The %i variable contains a numeric value that gets automatically incremented with each iteration of a splitter or a loop task. Storing that value inside a JobInfo will allow you to use it as part of the output filename (instead of using ${file.nr}, which only changes when the output preset itself creates multiple files, which is not the case here):

JulienBat · December 22, 2023, 1:03pm

After tests, we have 3 output files, but they are identical.
On an address file of 3000 contacts, this generates 3 PDFs with sequences from 1 to 1000. We cannot get the PDFs with sequences from 1001 to 3000. Here is the error message on the services console.

Thanks

Marten · December 22, 2023, 1:20pm

Can you please click with the right mouse button on the error line which starts with “13:00:13.544 [0004] W3001” and copy-paste the error into your forum post? Because the end of the error line isn’t visible in the provided screenshot of the PlanetPress Workflow Service Console application.

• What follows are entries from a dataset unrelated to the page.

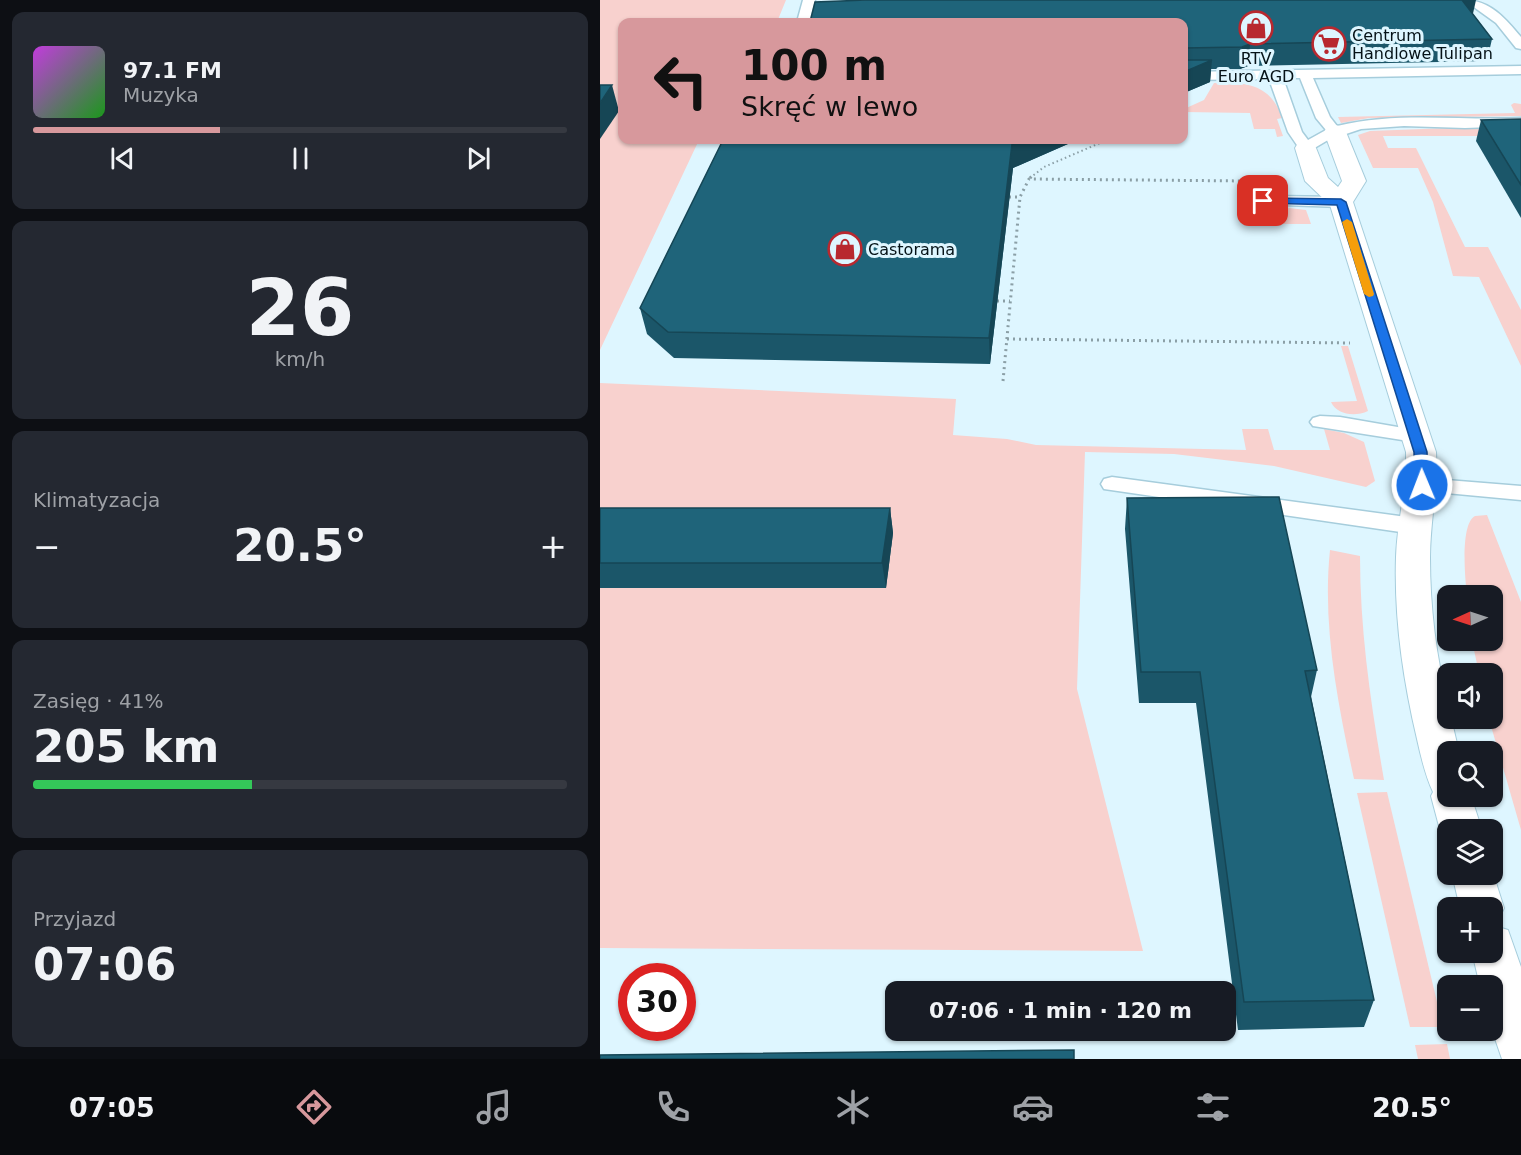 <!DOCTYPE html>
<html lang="pl">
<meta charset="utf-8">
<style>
body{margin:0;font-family:"DejaVu Sans",sans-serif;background:#242831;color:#f1f3f6;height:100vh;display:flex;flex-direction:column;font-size:22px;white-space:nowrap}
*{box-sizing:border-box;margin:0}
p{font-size:20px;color:#9ea1a6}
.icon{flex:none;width:33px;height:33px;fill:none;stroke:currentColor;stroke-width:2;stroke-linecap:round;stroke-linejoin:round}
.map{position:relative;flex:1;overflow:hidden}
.drawer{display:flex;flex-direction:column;gap:12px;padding:12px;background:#0d0f14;width:600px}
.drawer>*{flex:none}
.hud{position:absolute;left:18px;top:18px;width:570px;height:126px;border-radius:12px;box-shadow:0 2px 4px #0004;background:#d7989c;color:#111;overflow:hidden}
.needle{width:39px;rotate:267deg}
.controls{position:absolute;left:837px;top:585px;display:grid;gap:12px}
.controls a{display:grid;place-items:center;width:66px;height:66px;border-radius:12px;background:#171b24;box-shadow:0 2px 4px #0004;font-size:30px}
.speed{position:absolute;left:18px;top:963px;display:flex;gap:12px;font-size:30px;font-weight:700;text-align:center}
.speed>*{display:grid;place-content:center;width:78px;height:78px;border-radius:50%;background:#171b24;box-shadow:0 2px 4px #0004;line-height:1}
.speed .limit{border:9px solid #d22;background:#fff;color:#111}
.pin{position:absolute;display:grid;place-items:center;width:51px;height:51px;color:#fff;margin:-26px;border-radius:12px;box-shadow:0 3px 9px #0006}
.me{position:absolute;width:66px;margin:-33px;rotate:359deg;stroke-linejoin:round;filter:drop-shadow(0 0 4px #0008)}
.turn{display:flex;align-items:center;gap:21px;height:126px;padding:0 24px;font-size:27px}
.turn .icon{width:78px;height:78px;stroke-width:2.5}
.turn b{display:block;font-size:42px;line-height:51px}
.big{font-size:45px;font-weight:800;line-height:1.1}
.drawer .card{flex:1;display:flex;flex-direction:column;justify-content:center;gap:9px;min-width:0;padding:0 21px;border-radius:12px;background:#242831}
.drawer .dial{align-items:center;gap:0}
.dial b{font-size:78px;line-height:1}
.song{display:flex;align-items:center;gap:18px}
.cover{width:72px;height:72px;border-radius:9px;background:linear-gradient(135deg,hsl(290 70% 55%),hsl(120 70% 35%))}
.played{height:6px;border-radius:3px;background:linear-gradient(90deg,#d7989c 35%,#363941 35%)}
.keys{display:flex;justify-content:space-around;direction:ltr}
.heat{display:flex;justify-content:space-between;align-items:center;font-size:33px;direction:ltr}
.charge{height:9px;border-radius:4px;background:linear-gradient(90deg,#34c759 41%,#363941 0)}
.trip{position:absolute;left:285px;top:981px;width:351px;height:60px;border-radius:12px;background:#171b24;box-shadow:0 2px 4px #0004;font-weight:800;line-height:60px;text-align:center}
.menu{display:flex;height:96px;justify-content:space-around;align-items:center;background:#090b0e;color:#9ea1a6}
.menu .icon{width:42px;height:42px}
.menu .current{color:#d7989c}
.menu b{font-size:27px;color:#f1f3f6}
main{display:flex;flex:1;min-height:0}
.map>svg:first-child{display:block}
</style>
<main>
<section class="drawer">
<div class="card">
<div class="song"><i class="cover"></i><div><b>97.1 FM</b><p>Muzyka</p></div></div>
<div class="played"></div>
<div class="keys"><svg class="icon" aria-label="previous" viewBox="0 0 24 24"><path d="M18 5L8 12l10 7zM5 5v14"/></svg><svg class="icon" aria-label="pause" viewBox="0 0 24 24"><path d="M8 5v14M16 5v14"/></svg><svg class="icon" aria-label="next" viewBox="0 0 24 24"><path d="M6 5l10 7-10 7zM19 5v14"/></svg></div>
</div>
<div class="card dial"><b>26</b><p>km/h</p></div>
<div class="card"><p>Klimatyzacja</p>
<div class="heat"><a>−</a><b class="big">20.5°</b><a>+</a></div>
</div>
<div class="card"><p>Zasięg · 41%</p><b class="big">205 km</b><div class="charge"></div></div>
<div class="card"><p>Przyjazd</p><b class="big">07:06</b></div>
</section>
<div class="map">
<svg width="921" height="1059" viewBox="0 0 921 1059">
<rect width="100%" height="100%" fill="#def6ff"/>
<!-- green -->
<g fill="#f8d1ce">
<path d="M0,0H186L177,22H22V140H99L0,350Z"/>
<path d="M614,83C646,82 671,84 682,118L677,119L683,136L677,137L675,129H654L650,113L584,112V109L604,100Z"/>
<path d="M914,103L921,104V116L769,118L741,123L738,117L915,113L911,105Z"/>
<path d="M850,128L921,129L919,136H783L788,148H816L865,247H888L921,310V366L879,277L853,276L833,202L818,168H773L758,135L770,131Z"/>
<path d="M689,208L706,210L711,224H682L680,212Z"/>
<path d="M741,346H748L768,411C755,417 737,415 731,402L757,401Z"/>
<path d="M0,383L356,399L353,435L407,439L436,445L646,450L642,429H668L674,450H730L724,429L744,433L764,442L775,481L766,487L674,466L574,454L485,452L477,689L543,951L0,948Z"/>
<path d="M887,515L921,602V830L889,719L892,718V674L879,673L872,641L892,640V596L867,595C865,579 860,524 875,516Z"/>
<path d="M730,550L760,556C760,632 771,705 784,780L754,779C738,705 722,626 730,550Z"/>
<path d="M787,792L843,1027H810L757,793Z"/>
<path d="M847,1044L850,1059H818L815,1045Z"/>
</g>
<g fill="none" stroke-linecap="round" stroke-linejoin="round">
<!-- lane casing -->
<g stroke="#a6cddc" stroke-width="3">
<g id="lane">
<path d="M203,0H215L209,22H197Z"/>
<path d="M864,0C890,0 905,18 921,37V49L916,48L896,23Z"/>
<path d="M921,66V74L713,78L730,117L737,126C798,111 860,121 921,118V126L865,128L804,126L761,129L728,140L706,153L701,151L688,132L669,79L584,80V72ZM683,78H700L716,118L726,130L708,140L702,132Z"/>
<path d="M663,196L741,197L749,202L741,207L657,204L655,201Z"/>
<path d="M720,416L740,417L815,430L822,431L825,436L822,441L815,442L713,426L710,422L713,418Z"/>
<path d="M512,477L814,518L822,521L825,526L822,531L814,534L504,489L501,484L504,479Z"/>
<path d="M822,478L921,486V500L814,490L811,485L814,480Z"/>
</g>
</g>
<!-- street casing -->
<g stroke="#a6cddc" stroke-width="2">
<g id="street">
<path d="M735,125L743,127L746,132L766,181L753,202L836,452C838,488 830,522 830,558C830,607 836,656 848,704V718H851L859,752H848V796H871L882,830H848V843L840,830L831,796L833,792C825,775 821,757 817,739C803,680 794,618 796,557C797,522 807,488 806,452L730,205L705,181L695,148L698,143L706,141L714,143L728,178L738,187L742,181L724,132L727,127Z"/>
<path d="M892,870L904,908L897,922L892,924V908H860L852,874H892Z"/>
<path d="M892,925L908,930L921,967V1059H902L892,1030V986H880L872,952H892Z"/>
</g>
</g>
<!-- path-far1 -->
<path stroke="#8b9fa6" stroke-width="2" stroke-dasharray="1.5 3" stroke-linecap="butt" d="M430,178L444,167L507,140"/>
<!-- path -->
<g stroke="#8b9fa6" stroke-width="3" stroke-dasharray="2 4" stroke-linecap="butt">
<path d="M430,178L432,176"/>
<path d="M409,197H420L429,179L646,181"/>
<path d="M397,301H410"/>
<path d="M407,339L750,343"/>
<path d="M403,381L420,197"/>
</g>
<!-- lane -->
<use href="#lane" fill="#fff" fill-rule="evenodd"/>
<!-- street -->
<use href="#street" fill="#fff" fill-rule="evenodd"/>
</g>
<!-- wall -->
<g fill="#1b5669">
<path d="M873,14L892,39L887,61L648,66L640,69H611L610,82L584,93V22Z"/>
<path d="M921,119V218L876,141L881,120Z"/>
<path d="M123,140H477L413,168L390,364L74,358L47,334L40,308Z"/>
<path d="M527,498L717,670L711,697L774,1000L764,1027L638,1030L596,703H539L525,529Z"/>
<path d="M0,508H290L293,533L286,588H0Z"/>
</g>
<!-- shaded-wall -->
<g fill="#164655">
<path d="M862,0H876L872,18Z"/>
<path d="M650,44L648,66L640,69L642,47Z"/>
<path d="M612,60L610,82L584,93V72Z"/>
<path d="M12,85L19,111L0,139V103Z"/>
<path d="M423,140H477L413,168L390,364L389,338L412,144Z"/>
<path d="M290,508L293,533L286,588L282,563Z"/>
</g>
<!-- building -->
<g fill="#1f647a" stroke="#164655" stroke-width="1.5">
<path d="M266,0H862L892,39L650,44L642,47L585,48L584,50V22H210L215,2Z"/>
<path d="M584,54V60H612L584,72Z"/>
<path d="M0,85H12L0,103Z"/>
<path d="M921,119V185L881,120Z"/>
<path d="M123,140H423L412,144L389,338L68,332L40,308Z"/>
<path d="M679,497L717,670L705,671L774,1000L644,1002L600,672H541L527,498Z"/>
<path d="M0,508H290L282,563H0Z"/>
<path d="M474,1050V1059H0V1055Z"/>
</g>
<!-- route -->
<path fill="#1a73e8" stroke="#114b97" stroke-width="1.5" d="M660,198L741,199L746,202L827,452L828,485L826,488H817L815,485L814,452L737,205L663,203H660Z"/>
<!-- slow -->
<path fill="#f59e0b" d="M747,219L752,222L774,294L773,296L769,297L764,294L742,222Z"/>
<!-- icons -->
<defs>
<g id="shop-ring" transform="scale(1.725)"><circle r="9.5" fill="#def6ff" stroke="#b8282f" stroke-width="1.5"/><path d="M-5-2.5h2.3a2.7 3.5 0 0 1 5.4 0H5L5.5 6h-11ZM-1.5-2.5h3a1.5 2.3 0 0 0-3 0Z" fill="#b8282f"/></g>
<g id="supermarket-ring" transform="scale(1.725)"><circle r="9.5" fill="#def6ff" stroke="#b8282f" stroke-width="1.5"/><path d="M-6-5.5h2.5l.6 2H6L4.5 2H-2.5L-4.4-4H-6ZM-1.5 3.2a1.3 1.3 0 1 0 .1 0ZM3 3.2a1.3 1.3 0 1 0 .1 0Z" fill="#b8282f"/></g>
</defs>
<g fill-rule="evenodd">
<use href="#shop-ring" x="656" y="28"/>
<use href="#supermarket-ring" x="729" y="44"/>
<use href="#shop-ring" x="245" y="249"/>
</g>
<g text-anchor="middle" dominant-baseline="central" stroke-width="6" stroke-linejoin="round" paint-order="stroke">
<!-- far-poi labels -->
<g font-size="16" fill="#051217" stroke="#def6ff" text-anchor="start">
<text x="752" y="35">Centrum<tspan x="752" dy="18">Handlowe Tulipan</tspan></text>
<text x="656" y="58" text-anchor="middle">RTV<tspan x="656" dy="18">Euro AGD</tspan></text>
<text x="268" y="249">Castorama</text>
</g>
</g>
</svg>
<div class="controls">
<a><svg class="needle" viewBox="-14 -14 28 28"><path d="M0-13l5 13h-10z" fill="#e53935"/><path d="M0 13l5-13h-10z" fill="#9ea1a6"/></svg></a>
<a><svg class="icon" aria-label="sound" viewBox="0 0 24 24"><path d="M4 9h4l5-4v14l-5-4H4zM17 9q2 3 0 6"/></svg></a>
<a><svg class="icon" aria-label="search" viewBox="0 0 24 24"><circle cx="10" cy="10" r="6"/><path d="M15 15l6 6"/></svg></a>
<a><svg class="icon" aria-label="layers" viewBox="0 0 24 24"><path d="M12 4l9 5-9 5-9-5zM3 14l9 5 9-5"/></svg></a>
<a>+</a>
<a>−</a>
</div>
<div class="speed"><div class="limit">30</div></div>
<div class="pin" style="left:663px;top:201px;background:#d93025"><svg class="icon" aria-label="arrive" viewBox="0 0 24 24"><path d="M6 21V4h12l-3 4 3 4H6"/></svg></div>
<svg class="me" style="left:822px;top:485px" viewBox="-20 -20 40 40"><circle r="17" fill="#1a73e8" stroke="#fff" stroke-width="3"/><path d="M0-11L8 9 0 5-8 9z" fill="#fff"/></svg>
<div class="trip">07:06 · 1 min · 120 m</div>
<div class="hud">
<div class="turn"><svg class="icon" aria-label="left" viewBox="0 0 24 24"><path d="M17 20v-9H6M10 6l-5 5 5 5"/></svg><div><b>100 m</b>Skręć w lewo</div></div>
</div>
</div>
</main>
<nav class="menu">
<b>07:05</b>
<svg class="icon current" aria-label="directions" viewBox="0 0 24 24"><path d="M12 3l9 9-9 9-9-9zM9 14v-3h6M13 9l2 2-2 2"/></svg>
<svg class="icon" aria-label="music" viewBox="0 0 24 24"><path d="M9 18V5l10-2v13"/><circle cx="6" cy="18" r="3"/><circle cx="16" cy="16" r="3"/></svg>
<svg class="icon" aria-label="phone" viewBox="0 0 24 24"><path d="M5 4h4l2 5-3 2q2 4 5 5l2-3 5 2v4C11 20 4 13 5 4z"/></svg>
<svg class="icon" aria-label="climate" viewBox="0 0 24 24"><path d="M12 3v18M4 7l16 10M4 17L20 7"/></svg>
<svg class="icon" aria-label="car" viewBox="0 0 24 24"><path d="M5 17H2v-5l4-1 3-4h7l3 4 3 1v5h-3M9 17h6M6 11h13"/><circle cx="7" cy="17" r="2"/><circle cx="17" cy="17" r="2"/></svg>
<svg class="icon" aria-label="filters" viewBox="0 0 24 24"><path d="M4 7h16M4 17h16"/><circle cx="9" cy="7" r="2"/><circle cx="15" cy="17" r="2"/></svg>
<b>20.5°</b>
</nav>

JulienBat · December 22, 2023, 1:34pm

13:01:26.127 [0004] W3001 : Error while executing plugin: HTTP/1.1 500 An unspecified error occurred which was caused by LoggedApplicationException: There was an error running the data mapping process caused by ApplicationException: Error executing DM configuration: Error occurred [Record 1, Step Tout extraire, Field NUMPLI]: An error occurred while trying to find the document column [NUMPLI] (DME000062) (DME000216) (DM1000031) (SRV000012) (SRV000001)
13:01:26.127 [0004] Exécuter mappage des données: W1603 : Plugin failed - 13:01:26 (elapsed time: 00:00:00.262)

jchamel · December 22, 2023, 1:49pm

Seems like in your Datamapper, your column named NUMPLI cannot be found by your extraction step named Tout extraire.

Can you share an anonymous version of your Datamapper?